Start with the line containing "Annotation task. Parse" and write out each line through the end of the listing, exactly as given.
——————
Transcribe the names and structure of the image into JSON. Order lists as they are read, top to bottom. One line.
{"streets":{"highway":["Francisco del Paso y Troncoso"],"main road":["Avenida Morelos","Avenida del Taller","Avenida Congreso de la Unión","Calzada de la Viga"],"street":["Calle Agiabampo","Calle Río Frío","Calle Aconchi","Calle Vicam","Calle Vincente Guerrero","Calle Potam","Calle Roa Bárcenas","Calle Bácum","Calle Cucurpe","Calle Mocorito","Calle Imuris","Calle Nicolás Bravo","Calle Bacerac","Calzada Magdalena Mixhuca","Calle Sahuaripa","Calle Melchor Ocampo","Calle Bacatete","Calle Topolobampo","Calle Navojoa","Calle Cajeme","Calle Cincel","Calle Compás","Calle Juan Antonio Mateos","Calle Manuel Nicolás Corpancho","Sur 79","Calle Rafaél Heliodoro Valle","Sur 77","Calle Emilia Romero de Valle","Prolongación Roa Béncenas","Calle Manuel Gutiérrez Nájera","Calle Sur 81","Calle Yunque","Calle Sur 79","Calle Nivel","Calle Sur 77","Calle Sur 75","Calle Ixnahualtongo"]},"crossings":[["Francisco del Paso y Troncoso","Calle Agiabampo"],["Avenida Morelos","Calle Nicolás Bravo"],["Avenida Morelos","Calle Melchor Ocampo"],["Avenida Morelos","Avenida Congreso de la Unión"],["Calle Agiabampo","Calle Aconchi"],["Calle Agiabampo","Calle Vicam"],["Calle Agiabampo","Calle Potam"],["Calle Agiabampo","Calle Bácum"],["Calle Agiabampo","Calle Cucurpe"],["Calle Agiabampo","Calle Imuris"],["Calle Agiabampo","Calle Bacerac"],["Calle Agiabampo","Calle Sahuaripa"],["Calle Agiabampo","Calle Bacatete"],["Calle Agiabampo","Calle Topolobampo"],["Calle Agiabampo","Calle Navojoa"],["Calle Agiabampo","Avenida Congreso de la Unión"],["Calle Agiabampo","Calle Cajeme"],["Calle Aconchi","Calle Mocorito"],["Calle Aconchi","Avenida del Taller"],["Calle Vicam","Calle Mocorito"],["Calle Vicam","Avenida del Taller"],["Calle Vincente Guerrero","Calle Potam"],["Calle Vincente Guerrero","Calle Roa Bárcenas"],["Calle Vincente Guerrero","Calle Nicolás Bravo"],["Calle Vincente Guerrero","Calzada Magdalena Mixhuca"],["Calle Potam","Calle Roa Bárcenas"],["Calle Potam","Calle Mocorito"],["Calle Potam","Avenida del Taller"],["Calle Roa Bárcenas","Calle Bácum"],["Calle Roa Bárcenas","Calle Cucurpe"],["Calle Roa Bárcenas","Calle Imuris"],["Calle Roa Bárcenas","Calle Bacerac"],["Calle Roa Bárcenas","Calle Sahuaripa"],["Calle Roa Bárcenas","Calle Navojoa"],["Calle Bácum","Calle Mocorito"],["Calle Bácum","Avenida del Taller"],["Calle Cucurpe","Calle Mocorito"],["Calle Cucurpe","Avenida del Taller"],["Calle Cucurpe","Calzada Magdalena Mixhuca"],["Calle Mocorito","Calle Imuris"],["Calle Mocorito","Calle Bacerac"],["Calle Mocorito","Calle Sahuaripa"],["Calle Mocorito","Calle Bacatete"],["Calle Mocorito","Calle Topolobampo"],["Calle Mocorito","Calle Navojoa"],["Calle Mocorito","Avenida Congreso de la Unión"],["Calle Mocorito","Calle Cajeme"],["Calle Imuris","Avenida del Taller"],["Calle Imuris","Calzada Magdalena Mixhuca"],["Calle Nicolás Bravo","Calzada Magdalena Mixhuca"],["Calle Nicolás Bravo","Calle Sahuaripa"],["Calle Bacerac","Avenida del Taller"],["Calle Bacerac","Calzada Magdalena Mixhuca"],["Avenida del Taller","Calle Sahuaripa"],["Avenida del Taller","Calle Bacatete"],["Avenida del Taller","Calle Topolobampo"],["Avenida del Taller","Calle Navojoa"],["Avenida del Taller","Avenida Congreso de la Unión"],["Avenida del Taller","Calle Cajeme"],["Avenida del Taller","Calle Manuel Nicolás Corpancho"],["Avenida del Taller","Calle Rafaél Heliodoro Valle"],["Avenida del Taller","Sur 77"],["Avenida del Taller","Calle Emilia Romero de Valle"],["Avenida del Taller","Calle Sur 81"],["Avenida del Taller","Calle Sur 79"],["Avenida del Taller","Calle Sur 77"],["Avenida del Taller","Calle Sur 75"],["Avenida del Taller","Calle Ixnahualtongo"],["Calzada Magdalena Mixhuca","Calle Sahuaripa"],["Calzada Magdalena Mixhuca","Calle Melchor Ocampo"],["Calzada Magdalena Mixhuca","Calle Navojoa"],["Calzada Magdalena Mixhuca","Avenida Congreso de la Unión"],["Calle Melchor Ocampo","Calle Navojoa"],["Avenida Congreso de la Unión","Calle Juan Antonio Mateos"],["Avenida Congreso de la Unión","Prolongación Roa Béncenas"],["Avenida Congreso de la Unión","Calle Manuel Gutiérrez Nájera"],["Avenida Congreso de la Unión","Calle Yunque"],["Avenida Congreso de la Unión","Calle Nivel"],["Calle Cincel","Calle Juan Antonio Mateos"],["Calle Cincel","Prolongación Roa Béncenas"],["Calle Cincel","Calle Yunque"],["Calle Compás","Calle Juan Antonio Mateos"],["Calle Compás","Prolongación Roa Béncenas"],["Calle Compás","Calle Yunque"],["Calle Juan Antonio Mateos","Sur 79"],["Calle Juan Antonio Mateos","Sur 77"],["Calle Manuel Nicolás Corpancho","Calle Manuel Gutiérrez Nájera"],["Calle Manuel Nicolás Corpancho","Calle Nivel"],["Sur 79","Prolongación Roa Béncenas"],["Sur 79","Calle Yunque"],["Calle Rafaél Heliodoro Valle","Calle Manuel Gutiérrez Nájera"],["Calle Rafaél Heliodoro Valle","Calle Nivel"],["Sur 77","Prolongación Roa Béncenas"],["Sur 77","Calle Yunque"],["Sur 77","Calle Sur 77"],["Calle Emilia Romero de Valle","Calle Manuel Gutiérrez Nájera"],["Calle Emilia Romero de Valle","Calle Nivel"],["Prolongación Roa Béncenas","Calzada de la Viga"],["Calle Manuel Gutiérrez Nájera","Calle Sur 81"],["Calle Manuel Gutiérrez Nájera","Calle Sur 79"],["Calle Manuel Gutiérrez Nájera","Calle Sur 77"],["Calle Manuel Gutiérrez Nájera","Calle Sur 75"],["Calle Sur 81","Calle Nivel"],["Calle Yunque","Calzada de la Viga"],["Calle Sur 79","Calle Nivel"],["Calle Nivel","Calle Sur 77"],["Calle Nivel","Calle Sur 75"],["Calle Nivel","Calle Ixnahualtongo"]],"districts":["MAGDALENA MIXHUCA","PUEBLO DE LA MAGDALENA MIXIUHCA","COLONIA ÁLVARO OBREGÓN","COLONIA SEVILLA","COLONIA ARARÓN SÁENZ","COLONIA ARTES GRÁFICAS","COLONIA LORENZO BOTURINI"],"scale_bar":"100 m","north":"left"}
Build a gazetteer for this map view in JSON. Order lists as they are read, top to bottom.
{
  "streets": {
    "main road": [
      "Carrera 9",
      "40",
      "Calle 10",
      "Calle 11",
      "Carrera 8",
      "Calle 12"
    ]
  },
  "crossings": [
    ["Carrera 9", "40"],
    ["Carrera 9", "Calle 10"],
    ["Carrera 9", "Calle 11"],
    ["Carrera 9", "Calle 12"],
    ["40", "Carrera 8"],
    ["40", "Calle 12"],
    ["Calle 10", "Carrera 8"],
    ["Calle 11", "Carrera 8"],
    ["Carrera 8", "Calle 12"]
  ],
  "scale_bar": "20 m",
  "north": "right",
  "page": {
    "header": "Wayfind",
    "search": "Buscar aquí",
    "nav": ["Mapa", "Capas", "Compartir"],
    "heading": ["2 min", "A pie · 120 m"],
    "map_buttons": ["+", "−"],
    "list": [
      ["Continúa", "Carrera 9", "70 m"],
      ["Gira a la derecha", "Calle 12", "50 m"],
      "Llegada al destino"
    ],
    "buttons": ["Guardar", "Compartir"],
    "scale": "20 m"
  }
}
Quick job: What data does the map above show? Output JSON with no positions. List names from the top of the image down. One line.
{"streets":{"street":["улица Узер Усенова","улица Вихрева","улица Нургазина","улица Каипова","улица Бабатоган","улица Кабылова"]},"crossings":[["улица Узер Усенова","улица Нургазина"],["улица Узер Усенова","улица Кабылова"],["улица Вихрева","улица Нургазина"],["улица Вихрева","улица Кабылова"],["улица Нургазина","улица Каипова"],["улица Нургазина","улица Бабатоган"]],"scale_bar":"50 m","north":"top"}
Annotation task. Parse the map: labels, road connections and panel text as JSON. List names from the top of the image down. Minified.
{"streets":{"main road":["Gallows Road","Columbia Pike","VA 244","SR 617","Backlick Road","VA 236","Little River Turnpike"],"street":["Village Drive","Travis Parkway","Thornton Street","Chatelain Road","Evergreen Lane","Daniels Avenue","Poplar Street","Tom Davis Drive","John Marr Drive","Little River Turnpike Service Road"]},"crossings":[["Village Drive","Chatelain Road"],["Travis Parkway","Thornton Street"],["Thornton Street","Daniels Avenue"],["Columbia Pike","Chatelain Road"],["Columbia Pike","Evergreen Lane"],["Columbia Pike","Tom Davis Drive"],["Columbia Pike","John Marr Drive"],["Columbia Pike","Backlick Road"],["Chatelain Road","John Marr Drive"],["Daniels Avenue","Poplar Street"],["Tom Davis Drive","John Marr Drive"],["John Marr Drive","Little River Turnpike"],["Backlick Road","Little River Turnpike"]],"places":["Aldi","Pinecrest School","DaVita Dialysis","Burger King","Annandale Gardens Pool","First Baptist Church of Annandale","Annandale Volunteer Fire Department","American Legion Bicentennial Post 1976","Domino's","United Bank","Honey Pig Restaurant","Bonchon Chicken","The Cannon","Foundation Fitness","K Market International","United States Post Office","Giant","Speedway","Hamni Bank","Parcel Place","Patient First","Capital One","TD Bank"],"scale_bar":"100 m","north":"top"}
——————
> [Worked solution]:
Annotation task. Parse the map: labels, road connections and panel text as JSON. List names from the top of the image down. Minified.
{"streets":{"main road":["Gallows Road","Columbia Pike","VA 244","SR 617","Backlick Road","VA 236","Little River Turnpike"],"street":["Village Drive","Travis Parkway","Thornton Street","Chatelain Road","Evergreen Lane","Daniels Avenue","Poplar Street","Tom Davis Drive","John Marr Drive","Little River Turnpike Service Road"]},"crossings":[["Village Drive","Chatelain Road"],["Travis Parkway","Thornton Street"],["Thornton Street","Daniels Avenue"],["Columbia Pike","Chatelain Road"],["Columbia Pike","Evergreen Lane"],["Columbia Pike","Tom Davis Drive"],["Columbia Pike","John Marr Drive"],["Columbia Pike","Backlick Road"],["Chatelain Road","John Marr Drive"],["Daniels Avenue","Poplar Street"],["Tom Davis Drive","John Marr Drive"],["John Marr Drive","Little River Turnpike"],["Backlick Road","Little River Turnpike"]],"places":["Aldi","Pinecrest School","DaVita Dialysis","Burger King","Annandale Gardens Pool","First Baptist Church of Annandale","Annandale Volunteer Fire Department","American Legion Bicentennial Post 1976","Domino's","United Bank","Honey Pig Restaurant","Bonchon Chicken","The Cannon","Foundation Fitness","K Market International","United States Post Office","Giant","Speedway","Hamni Bank","Parcel Place","Patient First","Capital One","TD Bank"],"scale_bar":"100 m","north":"top"}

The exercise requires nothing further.